Joseph McBride, MD, assistant professor in the Division of Infectious Diseases, will take over Henderson’s responsibilities with the PAYA Program of the UW Health HIV Care and Prevention Clinic when she retires.

Five Questions with Dr. Sheryl Henderson

How has your career surprised you, compared to how you had expected it to develop when you began?

When I first started at Emory, I anticipated that I would commit a large portion of my time to the lab studying HIV diagnostics. However, during this time I was also working with pediatric HIV patients — not only providing their HIV care but also working as their general pediatrician. I was working with entire families that were living with and affected by HIV — and at the time it was a devastating illness. I came to recognize that I really much preferred to be seeing patients every day and working in a field that was, and still is, advancing rapidly.
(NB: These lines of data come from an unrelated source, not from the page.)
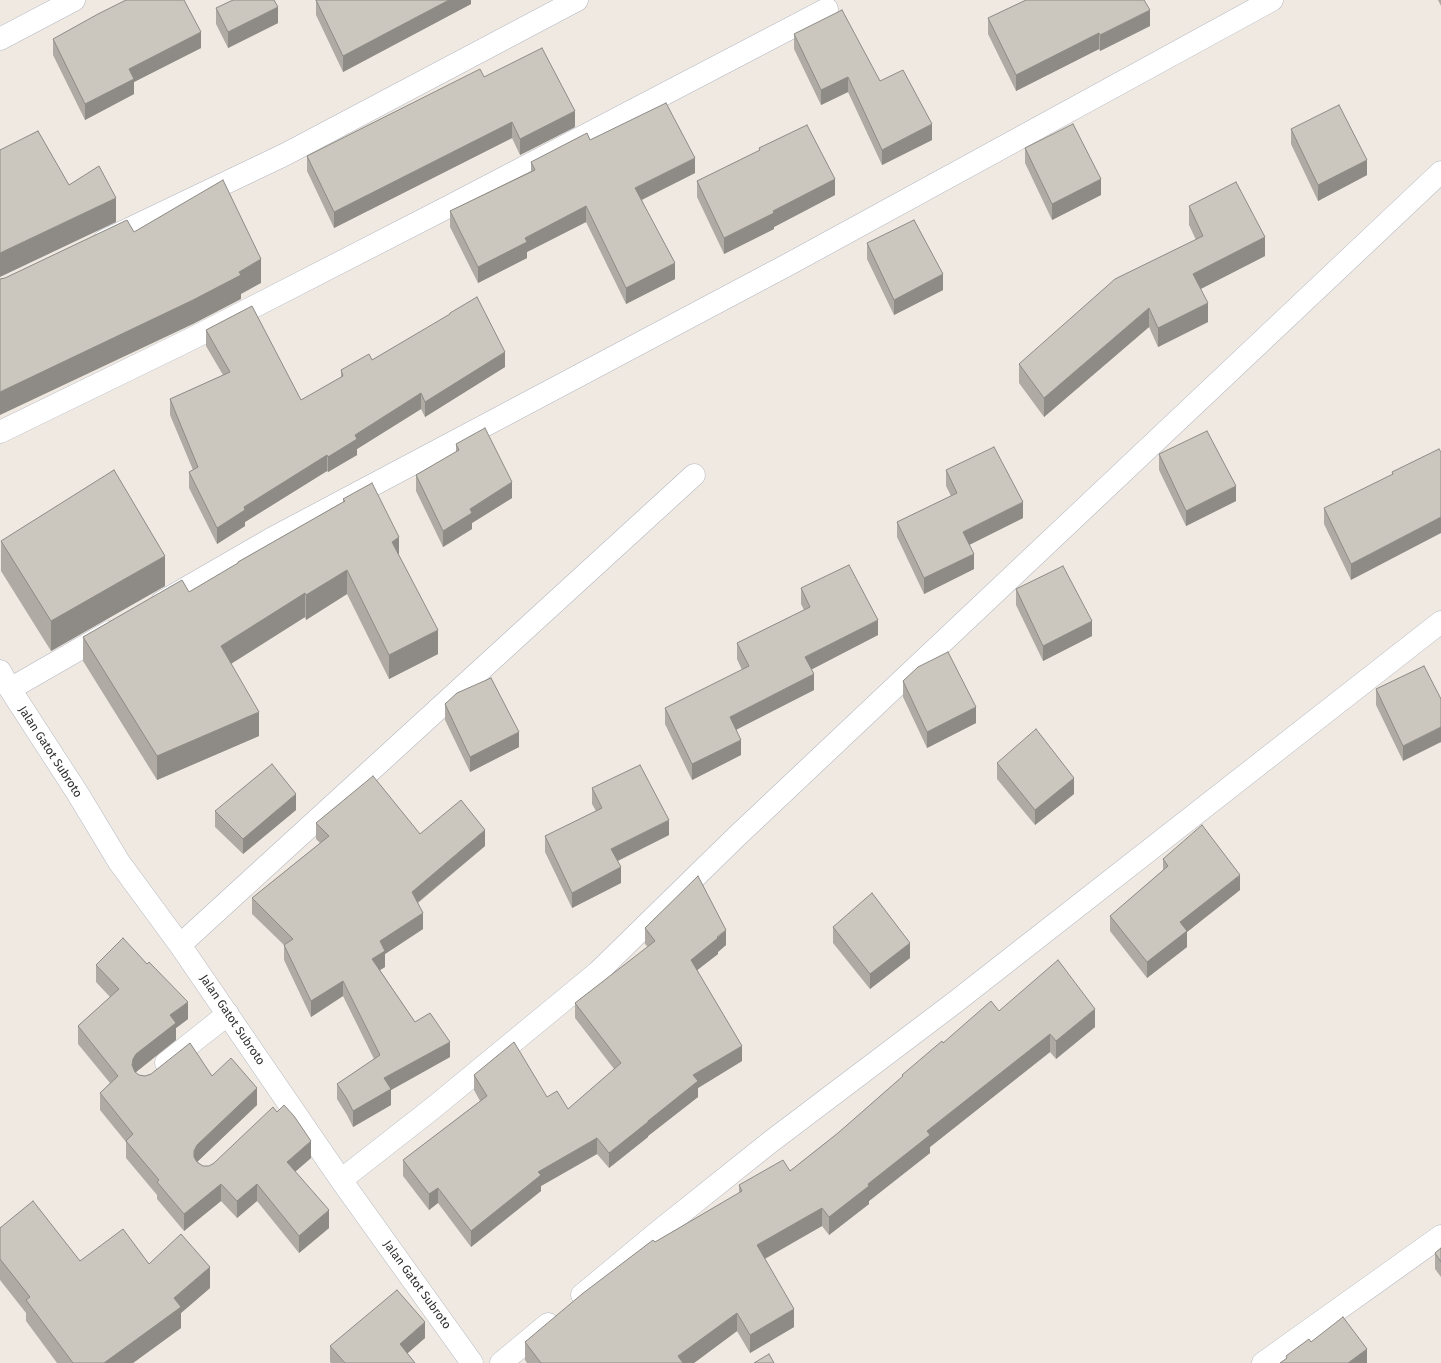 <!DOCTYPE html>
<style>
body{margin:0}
canvas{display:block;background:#efe9e1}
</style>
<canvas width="1441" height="1363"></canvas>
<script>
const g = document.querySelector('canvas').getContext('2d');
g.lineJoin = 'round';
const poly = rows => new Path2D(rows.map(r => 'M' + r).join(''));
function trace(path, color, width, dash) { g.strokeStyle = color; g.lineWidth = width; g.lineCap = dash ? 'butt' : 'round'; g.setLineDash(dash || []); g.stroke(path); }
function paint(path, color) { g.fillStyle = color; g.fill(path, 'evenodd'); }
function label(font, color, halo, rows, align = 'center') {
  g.font = font + ' "Fira Sans",sans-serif'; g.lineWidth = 3; g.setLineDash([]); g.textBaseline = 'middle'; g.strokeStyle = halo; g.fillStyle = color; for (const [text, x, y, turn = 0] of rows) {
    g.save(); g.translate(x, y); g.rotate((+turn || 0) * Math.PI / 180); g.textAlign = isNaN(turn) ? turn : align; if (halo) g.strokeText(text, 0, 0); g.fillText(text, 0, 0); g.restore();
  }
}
const minor = poly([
 [0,39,74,0],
 [104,241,286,154,577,0],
 [0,432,189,340,448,207,827,9],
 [162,602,271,539,791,263,1272,0],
 [0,671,10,689,78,794,119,862,180,945,341,1180,472,1363],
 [10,689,109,632],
 [180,945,694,475],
 [166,1063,228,1014],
 [341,1180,433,1108,598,972,735,838,1441,172],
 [582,1295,659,1231,769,1143,954,1003,1441,622],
 [501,1363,548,1324],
 [1263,1363,1441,1236]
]);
trace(minor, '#b4b7c1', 23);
trace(minor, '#fff', 22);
paint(poly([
 [316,0,471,0,471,4,343,72,316,15],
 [1438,0,1441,0,1441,6],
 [216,8,278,23,228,48,216,24],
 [988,18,1150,26,1100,51,1099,49,1016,91,988,34],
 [794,34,880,81,932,140,882,165,848,92,821,105,794,49],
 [53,39,201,48,134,82,134,94,85,120,53,55],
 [484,77,575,127,520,155,512,138,334,228,307,171,307,156],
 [1291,129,1367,175,1318,201,1291,144],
 [590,140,695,173,642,200,675,279,626,304,586,222,527,252,527,258,478,283,450,227,450,211,531,171,531,162],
 [759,148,835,195,774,227,774,229,724,254,697,197,697,181,759,151],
 [1025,148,1101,195,1052,220,1025,163],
 [1189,206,1265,256,1200,289,1208,322,1158,347,1149,327,1044,417,1019,383,1019,364,1196,240,1189,225],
 [867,243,943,290,894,315,867,259],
 [450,313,505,367,425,417,421,409,357,449,357,455,328,472,327,471,245,522,245,526,217,544,189,488,189,472,193,470,170,415,170,399,223,375,206,346,206,330,301,400,341,377,341,370,372,360,450,315],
 [456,444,512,498,472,523,472,529,443,547,416,491,416,475,456,452],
 [1441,452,1351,580,1324,524,1324,508,1392,475,1392,472],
 [1159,454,1236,501,1186,526,1159,470],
 [946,470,1023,518,969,545,974,569,924,594,897,537,897,522,951,496,946,486],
 [343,499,399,556,438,654,389,679,347,594,306,620,305,617,231,664,259,736,157,780,83,661,83,637,189,592,238,564,238,562,343,502],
 [1,541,165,586,51,651,1,571],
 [801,588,878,635,811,669,814,690,736,729,741,755,692,780,665,724,665,708,742,670,737,659,737,643,804,610,801,604],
 [1016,589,1092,636,1043,661,1016,605],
 [1424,666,1403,761,1376,705,1376,689],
 [903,681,976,723,927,748,903,697],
 [445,704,519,747,470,772,445,720],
 [997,763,1074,794,1035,825,997,779],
 [592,788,669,835,618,861,621,883,572,908,545,852,545,836,596,811,592,804],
 [296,810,243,854,215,827,215,811],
 [316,823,420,834,485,846,418,903,423,929,385,954,385,967,380,970,415,1022,450,1057,391,1090,391,1105,353,1127,347,1115,337,1099,337,1084,374,1059,343,996,311,1017,284,960,284,945,252,914,252,898,320,843,316,839],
 [1163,859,1240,890,1187,932,1187,947,1147,978,1110,931,1110,916,1163,870],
 [833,927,910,958,870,989,833,943],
 [645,928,726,945,718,952,718,954,697,970,742,1061,698,1088,698,1097,648,1136,648,1137,609,1168,597,1154,541,1186,541,1191,471,1247,438,1203,429,1210,403,1176,403,1160,480,1101,474,1090,474,1075,547,1097,568,1109,614,1069,575,1018,575,1003,648,947,645,944],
 [96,965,188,1019,176,1028,176,1040,135,1073,139,1075,145,1076,212,1076,257,1105,197,1162,203,1166,209,1166,311,1158,295,1171,329,1228,299,1253,257,1201,237,1218,221,1201,184,1231,157,1199,157,1195,126,1158,126,1142,100,1110,100,1093,110,1083,78,1044,78,1026,110,997,96,982],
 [999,1011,1095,1027,1056,1059,1050,1052,930,1147,930,1153,869,1201,869,1204,829,1235,822,1226,765,1259,794,1327,750,1353,737,1331,694,1363,527,1363,525,1360,525,1342,655,1242,739,1193,739,1185,790,1171,838,1133,902,1077,902,1075,943,1043],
 [0,1228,80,1261,149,1264,210,1288,181,1313,181,1328,133,1363,57,1363,26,1321,26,1313,0,1280],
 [1441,1248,1441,1277,1435,1269,1435,1253],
 [425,1338,407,1353,415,1363,331,1363,330,1362,330,1346]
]), '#afaba4');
paint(poly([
 [449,0,471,0,471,4,343,72,343,56],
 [278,7,278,23,228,48,228,32],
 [1150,10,1150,26,1100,51,1100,35],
 [201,32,201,48,134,82,134,94,85,120,85,104,129,69],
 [1099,33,1099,49,1016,91,1016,75],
 [848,77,848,92,821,105,821,90],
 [575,111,575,127,520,155,520,139],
 [512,122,512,138,334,228,334,212],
 [932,124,932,140,882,165,882,150],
 [695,158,695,173,635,203,635,188],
 [1367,160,1367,175,1318,201,1318,185],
 [835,179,835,195,774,227,774,229,724,254,724,238,773,211],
 [1101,179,1101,195,1052,220,1052,204],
 [116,198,116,222,0,277,0,253],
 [586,206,586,222,527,252,527,258,478,283,478,267,525,238],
 [1265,237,1265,256,1193,293,1193,274],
 [261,259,261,283,241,294,241,299,193,324,0,415,0,392,239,272],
 [675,263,675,279,626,304,626,288],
 [943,274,943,290,894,315,894,300],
 [1208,303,1208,322,1158,347,1158,328],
 [1149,308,1149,327,1044,417,1044,398],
 [505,352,505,367,425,417,425,402],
 [421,393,421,409,357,449,357,455,328,472,328,457,355,435],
 [327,455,327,471,245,522,245,526,217,544,217,528,244,507],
 [512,482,512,498,472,523,472,529,443,547,443,531,470,509],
 [1236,486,1236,501,1186,526,1186,511],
 [1023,502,1023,518,963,548,963,532],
 [1441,517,1441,533,1351,580,1351,564],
 [399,537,399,561,392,542],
 [974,554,974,569,924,594,924,578],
 [165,556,165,586,51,651,51,621],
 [347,570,347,594,306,620,306,595],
 [305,593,305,617,221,670,221,646],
 [878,620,878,635,805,673,805,657],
 [1092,621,1092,636,1043,661,1043,646],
 [438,630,438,654,389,679,389,655],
 [814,674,814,690,730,733,730,717],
 [976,707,976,723,927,748,927,732],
 [259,712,259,736,157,780,157,756],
 [1441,727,1441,742,1403,761,1403,746],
 [519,732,519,747,470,772,470,757],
 [741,740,741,755,692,780,692,764],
 [1074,778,1074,794,1035,825,1035,810],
 [296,794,296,810,243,854,243,839],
 [669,820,669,835,611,864,611,849],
 [485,830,485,846,412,907,412,892],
 [621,867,621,883,572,908,572,893],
 [1240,875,1240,890,1187,932,1187,947,1147,978,1147,962,1180,922],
 [423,913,423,929,385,954,385,967,372,975,372,959,380,941],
 [726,930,726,945,718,952,718,954,691,975,691,960],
 [910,943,910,958,870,989,870,974],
 [343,981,343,996,311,1017,311,1001],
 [188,1002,188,1019,176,1028,176,1040,136,1072,133,1076,132,1065,133,1059,136,1054,170,1015],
 [1095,1009,1095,1027,1056,1059,1056,1041],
 [1050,1034,1050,1052,930,1147,930,1153,869,1201,869,1204,829,1235,829,1217,868,1184,927,1131],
 [450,1042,450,1057,391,1090,391,1105,353,1127,353,1111,384,1078],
 [742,1046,742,1061,698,1088,698,1097,648,1136,648,1137,609,1168,609,1153,648,1121,693,1075],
 [257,1088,257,1105,197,1162,194,1168,194,1151,197,1145],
 [597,1138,597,1154,541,1186,541,1191,471,1247,471,1231,538,1172],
 [311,1141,311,1158,287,1179,287,1162],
 [221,1184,221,1201,184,1231,184,1214],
 [257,1184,257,1201,237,1218,237,1201],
 [438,1188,438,1203,429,1210,429,1194],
 [822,1208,822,1226,757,1263,757,1245],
 [329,1210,329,1228,299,1253,299,1236],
 [210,1267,210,1288,181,1313,181,1328,133,1363,104,1363,174,1298],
 [794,1309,794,1327,750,1353,750,1335],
 [737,1313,737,1331,694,1363,678,1363,678,1356],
 [425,1322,425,1338,400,1360,400,1344],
 [1367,1349,1367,1363,1348,1363]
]), '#8e8b86');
const building = poly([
 [126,0,184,0,201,32,129,69,134,79,85,104,53,39,98,14,126,0],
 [233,0,274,0,278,7,228,32,216,8,233,0],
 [316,0,449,0,343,56,316,0],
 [1026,0,1144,0,1150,10,1100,35,1099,33,1016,75,988,18,1026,0],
 [842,10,880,81,903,70,932,124,882,150,848,77,821,90,794,34,842,10],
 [542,48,575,111,520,139,512,122,334,212,307,156,480,69,484,77,542,48],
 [666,103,695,158,635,188,675,263,626,288,586,206,525,238,527,242,478,267,450,211,535,170,531,162,587,133,590,140,666,103],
 [1339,105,1367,160,1318,185,1291,129,1339,105],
 [1073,124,1101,179,1052,204,1025,148,1073,124],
 [807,125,835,179,773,211,774,213,724,238,697,181,760,150,759,148,807,125],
 [38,131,69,185,99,166,116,198,0,253,0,150,38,131],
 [223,180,261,259,239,272,241,275,193,300,0,392,0,279,5,278,127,220,134,232,223,180],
 [1236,182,1265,237,1193,274,1208,303,1158,328,1149,308,1044,398,1019,364,1115,279,1203,236,1189,206,1236,182],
 [914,220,943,274,894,300,867,243,914,220],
 [477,297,505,352,425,402,421,393,355,435,357,439,328,457,327,455,244,507,245,510,217,528,189,472,198,467,170,399,230,372,206,330,252,306,301,400,343,376,341,370,369,354,372,360,450,314,450,313,477,297],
 [485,428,512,482,470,509,472,513,443,531,416,475,459,450,456,444,485,428],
 [1207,431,1236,486,1186,511,1159,454,1207,431],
 [994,447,1023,502,963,532,974,554,924,578,897,522,957,493,946,470,994,447],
 [1439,449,1441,452,1441,517,1351,564,1324,508,1393,474,1392,472,1439,449],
 [114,470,165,556,51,621,1,541,114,470],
 [372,483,399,537,392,542,438,630,389,655,347,570,306,595,305,593,221,646,259,712,157,756,83,637,182,580,189,592,238,563,238,562,345,501,343,499,372,483],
 [849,565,878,620,805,657,814,674,730,717,741,740,692,764,665,708,749,666,737,643,810,607,801,588,849,565],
 [1063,566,1092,621,1043,646,1016,589,1063,566],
 [948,652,976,707,927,732,903,681,918,667,948,652],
 [1424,666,1441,699,1441,727,1403,746,1376,689,1424,666],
 [491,678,519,732,470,757,445,704,457,693,491,678],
 [1036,729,1074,778,1035,810,997,763,1036,729],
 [272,764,296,794,243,839,215,811,272,764],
 [640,765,669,820,611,849,621,867,572,893,545,836,602,808,592,788,640,765],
 [373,776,420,834,461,800,485,830,412,892,423,913,380,941,385,951,372,959,415,1022,430,1013,450,1042,384,1078,391,1089,353,1111,347,1099,337,1084,380,1055,343,981,311,1001,284,945,293,939,252,898,329,836,316,823,373,776],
 [1202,825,1240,875,1180,922,1187,931,1147,962,1110,916,1168,866,1163,859,1202,825],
 [698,876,726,930,717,937,718,938,691,960,742,1046,693,1075,698,1081,648,1121,648,1122,609,1153,597,1138,538,1172,541,1175,471,1231,438,1188,429,1194,403,1160,487,1096,474,1075,514,1042,547,1097,557,1091,568,1109,621,1063,575,1003,655,941,645,928,698,876],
 [872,893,910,943,870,974,833,927,872,893],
 [123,938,147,964,149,962,188,1002,170,1015,176,1023,136,1054,133,1059,132,1065,135,1072,139,1075,145,1076,151,1074,190,1043,212,1076,231,1058,257,1088,197,1145,194,1151,194,1157,197,1162,203,1166,209,1166,214,1163,273,1107,277,1112,284,1105,294,1116,311,1141,287,1162,329,1210,299,1236,257,1184,237,1201,221,1184,184,1214,157,1182,159,1180,126,1141,133,1134,100,1093,118,1076,78,1026,119,989,96,965,123,938],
 [1058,960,1095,1009,1056,1041,1050,1034,927,1131,930,1135,868,1184,869,1186,829,1217,822,1208,757,1245,794,1309,750,1335,737,1313,678,1356,683,1363,541,1363,525,1342,582,1294,653,1240,655,1242,742,1191,739,1185,783,1160,790,1171,838,1133,903,1076,902,1075,942,1041,943,1043,991,1001,999,1011,1058,960],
 [33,1201,80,1261,123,1229,149,1264,181,1234,210,1267,174,1298,181,1307,104,1363,73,1363,26,1300,30,1297,0,1259,0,1228,33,1201],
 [1441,1248,1441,1262,1435,1253,1441,1248],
 [397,1290,425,1322,400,1344,415,1363,345,1363,330,1346,397,1290],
 [1343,1317,1367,1349,1348,1363,1280,1363,1287,1358,1286,1356,1309,1339,1311,1342,1343,1317],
 [769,1354,774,1363,754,1363,769,1354]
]);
paint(building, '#cbc7bf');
trace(building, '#8e8b86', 1);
label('12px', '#2e2e2e', '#fff', [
 ["Jalan Gatot Subroto",50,752,57],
 ["Jalan Gatot Subroto",232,1020,56],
 ["Jalan Gatot Subroto",417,1285,54]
]);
</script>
Over time, I have also recognized the power of vaccines. During my residency there was always a child in the hospital with pneumococcal meningitis, and now, with vaccines against pneumococcus, we rarely see this. This is true for so many vaccine-preventable illnesses. Advances in the field can really lead toward good health for our patients — and for the general public.

What do you consider to be your biggest achievement?
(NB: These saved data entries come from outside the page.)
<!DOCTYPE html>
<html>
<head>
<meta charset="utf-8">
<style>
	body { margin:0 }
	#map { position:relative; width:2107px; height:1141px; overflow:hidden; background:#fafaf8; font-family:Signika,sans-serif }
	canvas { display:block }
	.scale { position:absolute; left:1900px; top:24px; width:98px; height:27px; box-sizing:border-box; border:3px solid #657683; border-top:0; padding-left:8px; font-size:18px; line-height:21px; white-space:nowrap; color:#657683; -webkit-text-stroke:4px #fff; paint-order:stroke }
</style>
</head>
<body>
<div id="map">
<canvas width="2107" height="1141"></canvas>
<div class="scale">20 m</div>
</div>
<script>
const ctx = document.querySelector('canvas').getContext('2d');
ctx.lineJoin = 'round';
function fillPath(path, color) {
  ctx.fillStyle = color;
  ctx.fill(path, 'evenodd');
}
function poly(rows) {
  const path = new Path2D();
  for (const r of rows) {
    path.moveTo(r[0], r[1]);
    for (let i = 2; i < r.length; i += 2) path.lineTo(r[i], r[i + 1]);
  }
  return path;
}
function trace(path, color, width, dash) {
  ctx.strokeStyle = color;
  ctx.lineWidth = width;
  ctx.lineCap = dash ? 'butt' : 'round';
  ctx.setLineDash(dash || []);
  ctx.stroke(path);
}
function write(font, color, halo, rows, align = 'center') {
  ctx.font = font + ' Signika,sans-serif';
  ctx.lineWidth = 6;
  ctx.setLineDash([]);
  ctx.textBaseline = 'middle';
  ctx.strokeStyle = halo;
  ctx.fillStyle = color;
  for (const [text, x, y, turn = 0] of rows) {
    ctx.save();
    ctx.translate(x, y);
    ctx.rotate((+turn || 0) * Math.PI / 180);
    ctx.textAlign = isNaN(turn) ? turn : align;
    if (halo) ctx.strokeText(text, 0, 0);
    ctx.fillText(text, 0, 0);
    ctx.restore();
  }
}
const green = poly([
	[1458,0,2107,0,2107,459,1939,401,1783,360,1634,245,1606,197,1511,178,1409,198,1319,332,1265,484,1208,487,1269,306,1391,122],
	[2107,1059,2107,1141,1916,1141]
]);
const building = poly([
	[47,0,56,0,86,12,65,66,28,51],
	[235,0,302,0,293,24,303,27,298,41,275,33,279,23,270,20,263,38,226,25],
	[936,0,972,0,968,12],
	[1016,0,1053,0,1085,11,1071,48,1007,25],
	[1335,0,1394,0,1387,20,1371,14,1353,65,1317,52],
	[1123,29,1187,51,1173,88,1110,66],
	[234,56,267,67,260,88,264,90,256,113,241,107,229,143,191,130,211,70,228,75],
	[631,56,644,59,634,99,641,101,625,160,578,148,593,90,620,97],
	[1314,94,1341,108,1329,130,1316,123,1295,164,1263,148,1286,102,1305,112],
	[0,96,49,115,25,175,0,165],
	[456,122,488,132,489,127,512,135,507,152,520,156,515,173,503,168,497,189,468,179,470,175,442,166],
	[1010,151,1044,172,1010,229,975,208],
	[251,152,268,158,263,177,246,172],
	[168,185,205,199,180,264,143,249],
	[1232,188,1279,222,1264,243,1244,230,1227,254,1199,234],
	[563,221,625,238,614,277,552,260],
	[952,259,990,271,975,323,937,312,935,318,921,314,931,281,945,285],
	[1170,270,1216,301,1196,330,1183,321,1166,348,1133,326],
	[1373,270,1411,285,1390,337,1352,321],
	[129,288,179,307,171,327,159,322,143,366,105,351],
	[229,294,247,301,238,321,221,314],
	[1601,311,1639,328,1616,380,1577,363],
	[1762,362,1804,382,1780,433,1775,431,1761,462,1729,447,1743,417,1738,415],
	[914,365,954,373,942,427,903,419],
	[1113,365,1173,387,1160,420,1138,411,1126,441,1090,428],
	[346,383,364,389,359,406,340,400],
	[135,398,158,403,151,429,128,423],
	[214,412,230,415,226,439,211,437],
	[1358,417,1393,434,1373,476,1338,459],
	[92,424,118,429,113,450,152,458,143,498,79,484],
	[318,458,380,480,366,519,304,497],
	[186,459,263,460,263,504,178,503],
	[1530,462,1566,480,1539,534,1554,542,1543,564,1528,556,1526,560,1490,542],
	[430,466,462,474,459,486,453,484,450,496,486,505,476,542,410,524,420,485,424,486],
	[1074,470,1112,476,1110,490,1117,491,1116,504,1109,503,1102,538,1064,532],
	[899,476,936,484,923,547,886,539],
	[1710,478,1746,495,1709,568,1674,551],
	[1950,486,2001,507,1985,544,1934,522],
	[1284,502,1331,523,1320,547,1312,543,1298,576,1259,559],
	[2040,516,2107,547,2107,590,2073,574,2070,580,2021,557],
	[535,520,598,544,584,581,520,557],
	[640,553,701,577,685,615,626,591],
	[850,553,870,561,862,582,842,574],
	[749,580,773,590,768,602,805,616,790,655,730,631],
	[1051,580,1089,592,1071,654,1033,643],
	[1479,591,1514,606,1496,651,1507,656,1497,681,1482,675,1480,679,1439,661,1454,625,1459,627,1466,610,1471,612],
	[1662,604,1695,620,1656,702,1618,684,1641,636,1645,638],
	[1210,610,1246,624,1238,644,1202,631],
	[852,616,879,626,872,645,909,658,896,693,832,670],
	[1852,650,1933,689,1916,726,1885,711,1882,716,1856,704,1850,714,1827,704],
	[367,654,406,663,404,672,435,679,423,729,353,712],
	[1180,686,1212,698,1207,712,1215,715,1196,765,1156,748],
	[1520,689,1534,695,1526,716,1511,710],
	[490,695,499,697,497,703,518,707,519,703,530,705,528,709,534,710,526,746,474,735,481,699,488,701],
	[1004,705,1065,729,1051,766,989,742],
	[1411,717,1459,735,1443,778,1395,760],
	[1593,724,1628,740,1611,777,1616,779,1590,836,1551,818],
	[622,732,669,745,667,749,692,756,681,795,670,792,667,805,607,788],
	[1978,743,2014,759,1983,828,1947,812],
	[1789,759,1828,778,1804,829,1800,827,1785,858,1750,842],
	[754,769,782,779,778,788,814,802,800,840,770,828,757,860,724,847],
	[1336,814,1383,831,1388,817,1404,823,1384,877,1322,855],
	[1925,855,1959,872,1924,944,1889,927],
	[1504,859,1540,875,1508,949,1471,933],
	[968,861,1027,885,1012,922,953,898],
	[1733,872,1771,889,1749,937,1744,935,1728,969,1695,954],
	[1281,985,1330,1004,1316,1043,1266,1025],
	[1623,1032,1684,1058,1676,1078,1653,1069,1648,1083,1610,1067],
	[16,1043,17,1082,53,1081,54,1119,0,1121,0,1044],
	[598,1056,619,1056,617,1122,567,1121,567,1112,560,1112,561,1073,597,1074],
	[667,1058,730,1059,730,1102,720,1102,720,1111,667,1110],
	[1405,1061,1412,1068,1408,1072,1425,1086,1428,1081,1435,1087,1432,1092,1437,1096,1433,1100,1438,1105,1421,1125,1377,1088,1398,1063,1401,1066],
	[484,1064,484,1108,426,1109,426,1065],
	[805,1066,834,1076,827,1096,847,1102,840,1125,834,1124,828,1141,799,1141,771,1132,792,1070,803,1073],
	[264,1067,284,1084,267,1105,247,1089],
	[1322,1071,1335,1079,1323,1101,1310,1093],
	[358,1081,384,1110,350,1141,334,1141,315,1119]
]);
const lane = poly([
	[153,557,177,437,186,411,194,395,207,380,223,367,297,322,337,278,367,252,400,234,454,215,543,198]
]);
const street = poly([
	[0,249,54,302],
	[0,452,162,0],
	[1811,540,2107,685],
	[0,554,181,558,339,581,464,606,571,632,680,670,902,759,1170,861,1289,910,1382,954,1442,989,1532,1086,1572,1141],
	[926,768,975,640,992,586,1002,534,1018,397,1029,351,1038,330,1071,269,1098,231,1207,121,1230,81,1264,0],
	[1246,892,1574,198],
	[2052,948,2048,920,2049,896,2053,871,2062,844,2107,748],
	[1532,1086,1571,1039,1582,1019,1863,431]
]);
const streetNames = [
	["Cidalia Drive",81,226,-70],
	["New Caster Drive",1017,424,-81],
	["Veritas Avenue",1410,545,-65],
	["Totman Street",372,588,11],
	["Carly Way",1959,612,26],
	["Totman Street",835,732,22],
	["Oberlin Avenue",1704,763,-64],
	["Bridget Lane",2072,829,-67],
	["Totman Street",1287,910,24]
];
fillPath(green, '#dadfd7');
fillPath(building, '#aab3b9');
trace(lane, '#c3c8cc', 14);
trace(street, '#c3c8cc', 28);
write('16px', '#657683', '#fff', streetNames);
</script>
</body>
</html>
I value being able to establish strong relationships with patients and their families over a long period of time. And I hope that my colleagues and I have had a positive impact on their health overall. My most fun achievement is being the medical director of Camp High Five, a camp for kids affected by HIV in Georgia that we started in 2000. I enjoy going back each year to see the counselors that I once held as infants and their families.

What has been your largest obstacle to overcome?

The misinformation around COVID-19 was magnitudes greater than any of us anticipated, and it was greater than what we encountered around HIV. A major obstacle was trying to speak about the facts in a setting where not everyone was going to hear and apply them. I learned that I should start my community talks by establishing my expertise. I would state that I have over 30 years of experience working with viruses, both in the lab and as vectors of disease. I have experience working in vaccine trials and know how to interpret the data. Then people had to decide whether to accept the information or not.

What advice would you offer to new physicians just starting out?

I advise new physicians to seek out mentors, continually ask questions, and see if there is an area of interest that really fits them. If a physician finds that there is a career path that would work better for them once they have started, they shouldn’t be afraid to explore and change. Fortunately, these days there are opportunities for students to shadow physicians. When I was in the lab as an undergraduate student, I had the opportunity to shadow my preceptor, a physician-investigator. That one day in the clinic really shaped the path I took toward the MD/PhD program. I saw what was possible. The University of Wisconsin is full of extraordinary people and opportunities for students as well as new physicians. It has a collegial and collaborative atmosphere, and I have been able to thrive in it. I have had the support of many faculty and colleagues here throughout this journey.

Do you have specific plans for your retirement?

I am not fully ready to stop being a clinician. I have always been interested in traveling and being a locum tenens physician, so now is the time. I will have the opportunity to see different parts of the country and different health care systems, and as an ID physician encounter different organisms. I will be able to commit some more of my time to volunteer activities and to a couple of the boards that I sit on. I also look forward to having more time with my extended family and further developing some of my musical interests. You just may see me playing my harp in the atrium someday.